Si l’artiste décide de se servir d’un ordinateur, il peut alors créer des objets mathématiques bien plus complexes que ceux décrits ci-dessus. Le lecteur est renvoyé au numéro spécial de la revue Leonardo, consacré aux « Mathématiques visuelles » et en particulier aux planches couleur . Pour des objets géométriques compliqués, comme des polyèdres avec un grand nombre de sommets et d’arêtes, les matériaux utilisés par l’artiste jouent un rôle déterminant dans la qualité esthétique (autre que la qualité esthétique propre de l’objet mathématique) de l’œuvre. À titre d’exemple, le Octaèdres, rhombododécaèdres et cubes tronqués et Empaquetés (1976) de Harriet Brisson (née en 1932)  tire son attrait d’une combinaison heureuse de Plexiglas, aluminium et Nylon.

Fractals et chaos : Agosti et d’autres

Les fractals sont des objets dont chaque arborescence répète, en plus petit mais à l’identique, l’arborescence dont elle est née . L’exemple le plus fameux est le flocon de neige. Supposons que vous vouliez faire un bracelet de 10  cm grâce à de petits motifs de 1 cm de longueur : il  vous en faut 10. Si la taille des motifs n’est que de 0,5 cm, il vous en faudra 20. Le nombre de motifs augmente, très simplement, comme l’inverse de leur longueur.

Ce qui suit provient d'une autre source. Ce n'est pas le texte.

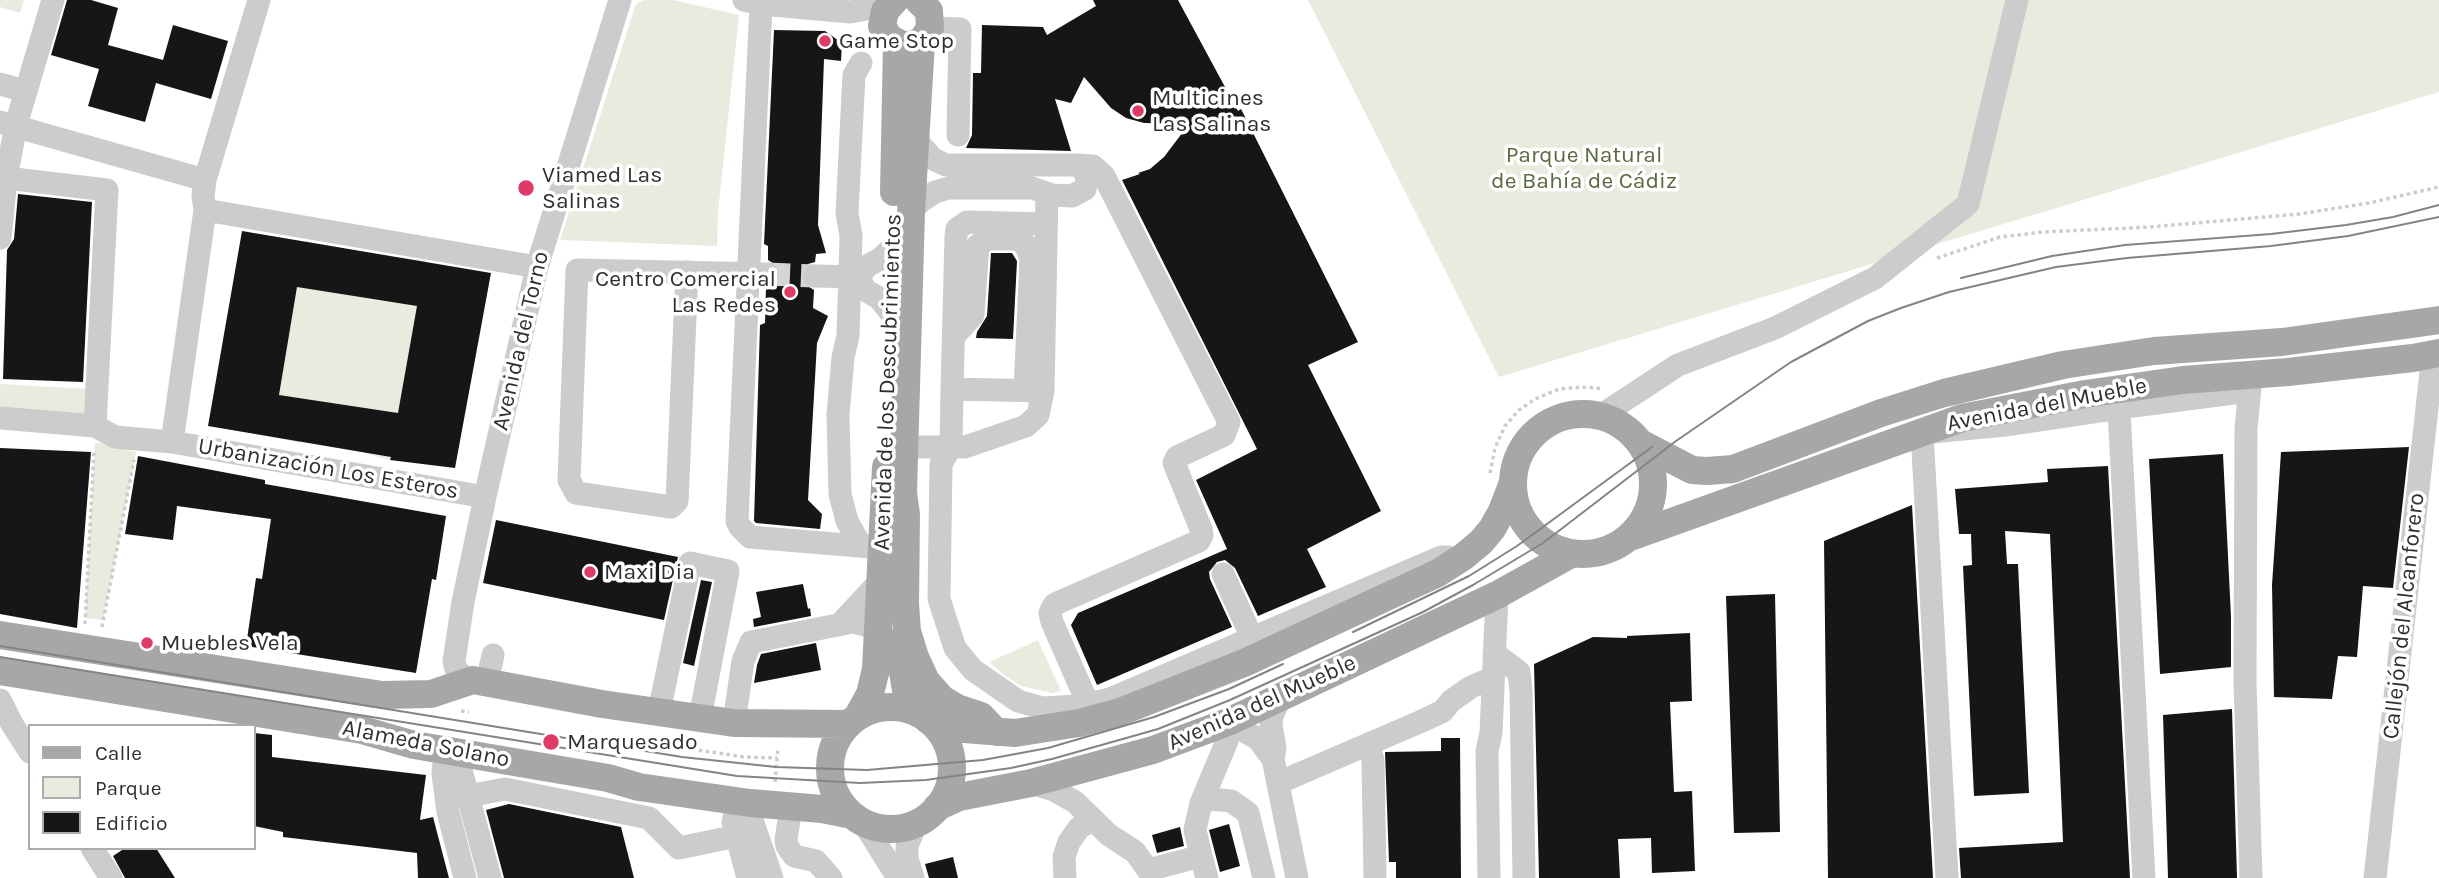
<!DOCTYPE html>
<meta charset="utf-8">
<style>
body{margin:0}
#map{position:relative;width:2439px;height:878px;overflow:hidden;background:#fff;font-family:Karla,sans-serif}
canvas{display:block}
.legend{position:absolute;left:28px;top:724px;width:228px;height:126px;box-sizing:border-box;background:#fff;border:2px solid #acacac;margin:0;padding:9px 12px;list-style:none;font-size:21px;color:#2f2f2f}
.legend li{display:flex;align-items:center;gap:14px;height:35px}
.legend b{width:35px;border:2px solid #acacac}
</style>
<div id="map">
<canvas width="2439" height="878"></canvas>
<ul class="legend">
<li><b style="height:9px;background:#a7a7a7"></b>Calle</li>
<li><b style="height:19px;background:#e8ecde"></b>Parque</li>
<li><b style="height:19px;background:#161616"></b>Edificio</li>
</ul>
</div>
<script>
const g = document.querySelector('canvas').getContext('2d');
g.lineJoin = 'round';
function paint(path, color) { g.fillStyle = color; g.fill(path, 'evenodd'); }
const toPath = rows => new Path2D(rows.map(r => 'M' + r).join(''));
function trace(path, color, width, dash) { g.strokeStyle = color; g.lineWidth = width; g.lineCap = dash ? 'butt' : 'round'; g.setLineDash(dash || []); g.stroke(path); }
function drawText(font, color, halo, rows, align = 'center') {
  g.font = font + ' Karla,sans-serif'; g.lineWidth = 7; g.setLineDash([]); g.textBaseline = 'middle'; g.strokeStyle = halo; g.fillStyle = color; for (const [text, x, y, turn = 0] of rows) {
    g.save(); g.translate(x, y); g.rotate((+turn || 0) * Math.PI / 180); g.textAlign = isNaN(turn) ? turn : align; if (halo) g.strokeText(text, 0, 0); g.fillText(text, 0, 0); g.restore();
  }
}
const green = toPath([
 [0,0,24,0,20,13,0,7],
 [644,0,673,0,739,15,718,212,717,246,560,240,636,4],
 [1308,0,2439,0,2439,92,1499,377],
 [305,241,333,246,326,291,388,302,396,257,426,260,390,460,364,453,371,409,307,399,300,443,272,437,287,347,223,337,227,318,290,329],
 [0,384,89,389,87,417,0,412],
 [95,442,136,452,103,620,85,618],
 [1038,640,1061,691,1052,693,1021,686,1003,674,989,662]
]);
const building = toPath([
 [67,0,91,0,118,8,108,45,163,60,173,25,228,41,211,99,156,83,145,122,88,106,99,69,51,55],
 [1093,0,1178,0,1238,111,1241,109,1358,342,1308,365,1381,511,1307,549,1326,587,1258,616,1235,568,1225,560,1217,562,1209,572,1210,579,1232,627,1097,685,1071,625,1078,613,1227,549,1196,480,1257,449,1122,180,1140,174,1138,173,1150,169,1164,157,1189,124,1144,123,1126,118,1111,108,1084,77,1071,103,1055,99,1071,151,966,148,972,135,973,73,981,73,982,25,1043,27,1047,35,1096,6],
 [774,30,825,31,842,43,841,61,824,59,818,225,826,253,816,254,815,262,808,264,801,275,803,283,814,290,813,308,828,316,817,343,808,500,822,514,820,529,756,523,754,521,760,325,765,323,766,288,774,286,781,275,779,267,768,260,768,246,764,244],
 [18,194,92,202,83,382,3,379,7,250,14,239],
 [242,231,491,273,455,468,390,460,391,457,208,426],
 [297,287,417,306,398,413,279,395],
 [991,253,1012,253,1017,261,1013,339,976,338,977,332,987,316],
 [2409,447,2393,588,2363,586,2357,657,2338,656,2332,699,2274,697,2272,585,2281,452],
 [0,448,91,452,77,628,0,614],
 [2223,454,2231,617,2231,667,2160,674,2149,459],
 [138,456,265,480,265,484,446,516,436,580,432,579,416,673,246,646,256,578,262,579,271,519,177,506,173,540,125,534],
 [2108,466,2130,878,1961,878,1959,848,2063,842,2050,534,2005,531,2007,564,2018,564,2029,793,1974,796,1963,566,1972,565,1971,534,1959,534,1955,489,2048,482,2047,469],
 [1912,505,1933,878,1828,878,1824,541],
 [496,520,678,557,664,620,483,583],
 [701,580,712,582,694,666,683,663],
 [803,584,808,609,810,608,811,616,754,627,753,619,761,617,756,592],
 [1775,594,1780,832,1734,833,1726,596],
 [1690,633,1692,701,1670,702,1674,792,1692,791,1695,871,1652,873,1651,838,1618,839,1620,878,1539,878,1534,664,1593,637,1627,638,1627,636],
 [816,643,821,670,754,683,757,665,761,654],
 [2232,709,2237,878,2168,878,2163,715],
 [254,733,272,735,272,757,426,775,420,820,433,817,449,878,418,878,417,853,283,837,283,832,254,826],
 [1441,738,1460,738,1461,878,1396,878,1396,862,1389,862,1385,752,1441,751],
 [509,804,621,827,634,878,504,878,486,810],
 [1229,824,1240,866,1220,872,1209,830],
 [1180,827,1184,846,1157,853,1152,835],
 [125,848,156,848,175,878,125,878,113,856],
 [953,857,958,878,929,878,925,864]
]);
const minorTunnel = toPath([
 [767,274,815,276]
]);
const path = toPath([
 [1937,258,2000,237,2043,232,2150,227,2299,214,2369,203,2439,187],
 [1490,473,1495,448,1505,426,1519,410,1535,399,1559,389,1588,387,1603,389],
 [85,624,94,450],
 [102,627,134,460],
 [461,711,469,712],
 [678,747,744,757,777,758],
 [775,782,778,748]
]);
const minor = toPath([
 [744,0,761,4,850,12,889,5],
 [761,4,737,521,740,527,750,537,883,548],
 [930,28,960,29,958,135],
 [0,84,25,91],
 [0,122,205,180],
 [1078,165,1093,166,1104,176,1229,422,1224,435,1177,457,1174,463,1201,529,1202,535,1199,541,1055,604,1052,608,1050,613,1052,622,1088,704],
 [6,178,107,190,95,426],
 [205,210,537,267],
 [911,212,921,201,935,192,949,188,1032,188,1052,195,1072,196,1085,189,1087,179,1086,173,1078,165,946,165,933,159,915,139],
 [0,238,6,178,16,125,53,0],
 [687,272,677,501,671,507,576,493,569,480,577,270,767,274],
 [815,276,859,277],
 [859,277,865,290,879,298,891,313],
 [859,277,867,266,880,259,893,247],
 [954,336,973,315,978,245,988,239,1016,239,1025,244,1031,259,1025,390],
 [952,389,951,447,941,464,939,599,955,648,973,670,1018,701,1043,708,1078,706,1110,699,1441,557,1448,557],
 [1043,391,952,389,956,236,957,229,967,222,1046,224],
 [2118,392,2144,878],
 [1600,416,1678,365,1775,328,1875,278,1968,204,2017,0],
 [0,418,95,426,115,437,172,442,485,497],
 [172,442,205,210,203,196,205,180,259,0],
 [904,447,965,447,1026,426,1038,415,1043,391,1047,193],
 [861,546,847,521,840,494,838,415,843,357,848,336,851,236,847,213,854,75,861,63],
 [1223,574,1258,651],
 [840,624,882,579],
 [1494,653,1519,672,1521,691,1524,878],
 [473,680,463,676,456,670,454,661,463,602,485,497,537,267,620,0],
 [487,682,493,655],
 [1281,696,1272,716,1271,725,1275,748,1273,759,1297,878],
 [0,700,12,724,30,752],
 [659,712,690,563,728,571,700,718],
 [734,723,743,661,751,642,853,622,879,629],
 [1368,744,1373,760,1375,878],
 [445,750,443,774,448,812,465,878],
 [462,753,461,770,490,878],
 [1031,783,1054,790,1075,802,1109,835,1135,852,1148,870,1201,856,1195,830,1201,803,1227,741,1228,722,1258,739,1273,759],
 [1278,783,1422,721,1443,711,1451,701,1471,687,1492,678],
 [468,796,505,789,649,818,679,848,737,836],
 [738,802,733,822,748,878],
 [750,803,753,823,772,878],
 [1201,803,1211,799,1231,801,1248,813,1264,878],
 [791,807,786,840,787,846,794,856,816,861,831,878],
 [863,822,898,878],
 [92,848,111,878],
 [1201,856,1207,878],
 [913,878,907,858,907,846,916,824],
 [1065,878,1064,857,1069,842,1079,828,1093,819],
 [1489,878,1487,751,1491,733,1497,595],
 [1947,878,1922,433,2005,425,2133,406,2249,391],
 [2251,878,2245,682,2246,428,2251,378],
 [2375,878,2433,354]
]);
const major = toPath([
 [895,0,885,11,882,26,890,39,905,46,921,42,930,28,929,11,918,0],
 [921,42,911,212,903,492,906,515,905,604,907,631,915,657,926,681,942,699,957,708,981,716,996,732],
 [894,192,897,44],
 '1513 484a70 70 0 1 1 140 0a70 70 0 1 1-140 0Z',
 [1640,443,1692,470,1707,471,1733,469,1881,413,1944,393,2063,365,2154,351,2282,342,2439,320],
 [1630,537,1962,418,2085,394,2183,380,2288,372,2413,358,2439,353],
 [0,635,382,695,431,694,473,680,602,704,734,723,848,724],
 [898,642,906,690,918,713],
 [0,671,362,730,414,745,608,778,639,787,750,803,822,809,852,815],
 '830 768a61 61 0 1 1 122 0a61 61 0 1 1-122 0Z',
 [858,716,870,694,876,669,886,467],
 [928,720,952,728,1015,733,1079,723,1120,712,1244,663,1438,573,1463,557,1481,542,1492,529,1502,511,1512,485],
 [937,807,959,797,1031,783,1153,750,1228,722,1497,595,1571,554]
]);
const tram = toPath([
 [1961,278,2052,256,2125,245,2271,234,2346,225,2393,217,2439,205],
 [1353,632,1469,576,1517,546,1652,447],
 [0,646,682,757,776,767,867,770,983,760,1048,748,1154,717,1229,689,1283,664],
 [0,657,737,776,860,783,926,780,1011,768,1052,759,1158,729,1230,700,1423,612,1473,585,1543,543,1676,441,1791,362,1868,321,1901,308,1949,292,2056,267,2127,258,2271,246,2348,236,2439,217]
]);
const markers = [
 [825,41,7,"#df3966"],
 [1138,111,7,"#df3966"],
 [526,188,9,"#df3966"],
 [790,292,7,"#df3966"],
 [590,572,7,"#df3966"],
 [147,643,7,"#df3966"],
 [551,742,9,"#df3966"]
];
const poiNames = [
 ["Game Stop",839,41],
 ["Multicines",1152,98],
 ["Las Salinas",1152,124],
 ["Viamed Las",542,175],
 ["Salinas",542,201],
 ["Centro Comercial",776,279,"right"],
 ["Las Redes",776,305,"right"],
 ["Maxi Dia",604,572],
 ["Muebles Vela",161,643],
 ["Marquesado",567,742]
];
const parkNames = [
 ["Parque Natural",1584,155],
 ["de Bahía de Cádiz",1584,181]
];
const streetNames = [
 ["Avenida del Torno",521,341,-77],
 ["Avenida de los Descubrimientos",888,382,-88],
 ["Avenida del Mueble",2047,405,-11],
 ["Urbanización Los Esteros",328,469,10],
 ["Callejón del Alcanforero",2404,616,-84],
 ["Avenida del Mueble",1262,703,-24],
 ["Alameda Solano",426,744,11]
];
paint(green, '#e8ecde');
paint(building, '#161616');
trace(minorTunnel, '#d5d5d5', 23, [23, 11]);
trace(path, '#ccc', 3.5, [3.5, 3.5]);
trace(minor, '#ccc', 23);
trace(major, '#a7a7a7', 28);
trace(tram, '#848484', 2);
for (const [x, y, r, color] of markers) { const dot = new Path2D(); dot.arc(x, y, r, 0, 2 * Math.PI); g.fillStyle = color; g.fill(dot); trace(dot, '#fff', 2.5); }
drawText('23px', '#2f2f2f', '#fff', poiNames, 'left');
drawText('23px', '#5b693e', '#fff', parkNames);
drawText('23px', '#2f2f2f', '#fff', streetNames);
</script>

Supposons maintenant que vous soyez un(e) géant(e) parcourant un petit fragment de la côte déchiquetée de Bretagne à très grands pas, soit 1 km à chaque pas ! À première vue, il vous faut un seul pas pour franchir le fragment de côte sur le schéma , et la côte semble mesurer 1 km de long. C’est évidemment très approximatif ! Car, si vous réduisiez vos pas de moitié (500 m), il faudrait maintenant  trois pas — et non pas deux — pour aller du début à la fin, et la côte semblerait maintenant mesurer 1,5 km. Et si finalement vos pas ont seulement 250 m, il vous en faut 9, pour une longueur parcourue de 2,25 km. Donc le nombre de pas n’augmente plus comme l’inverse de leur taille, mais beaucoup plus vite. En poursuivant ainsi indéfiniment, le nombre de pas augmentera en fait comme l’inverse (de leur taille) élevée à une puissance plus grande . Le contour fléché le plus externe finira par former une structure fractale, chaque trapèze étant identique, en plus petit, à celui dont il est issu ; et l’on dira de cette côte quelle a une structure quasiment fractale.

Les mathématiciens ont construit des fractals bien plus complexes qu’un flocon de neige ou un fragment de côte . Pour les artistes ces structures sont une source d’émerveillement, car, comme l’a dit le chimiste Pierre Laszlo , les fractals ont « un fort contenu iconique ». Les artistes qui utilisent les fractals comme point de départ de leurs œuvres forment un mouvement qu’on dénomme parfois « L’Art fractal ». Parmi ses tenants, citons le Brésilien Carlos Ginzburg (Les fractals fractalisent, photomontage, 1990), les Français Marie- Bénédicte Hautem (La Grande Vague, 1989, photo prise en Méditerranée et où on voit les infimes détails d’un embrun) et Jean-Paul Agosti (né en 1948), dont les grands panneaux (Parc Chasseur des huit merveilles, 1989, collection privée) ne laissent plus, par leur coloration douce et l’harmonie de l’ensemble, qu’un souvenir éloigné des équations mathématiques de départ.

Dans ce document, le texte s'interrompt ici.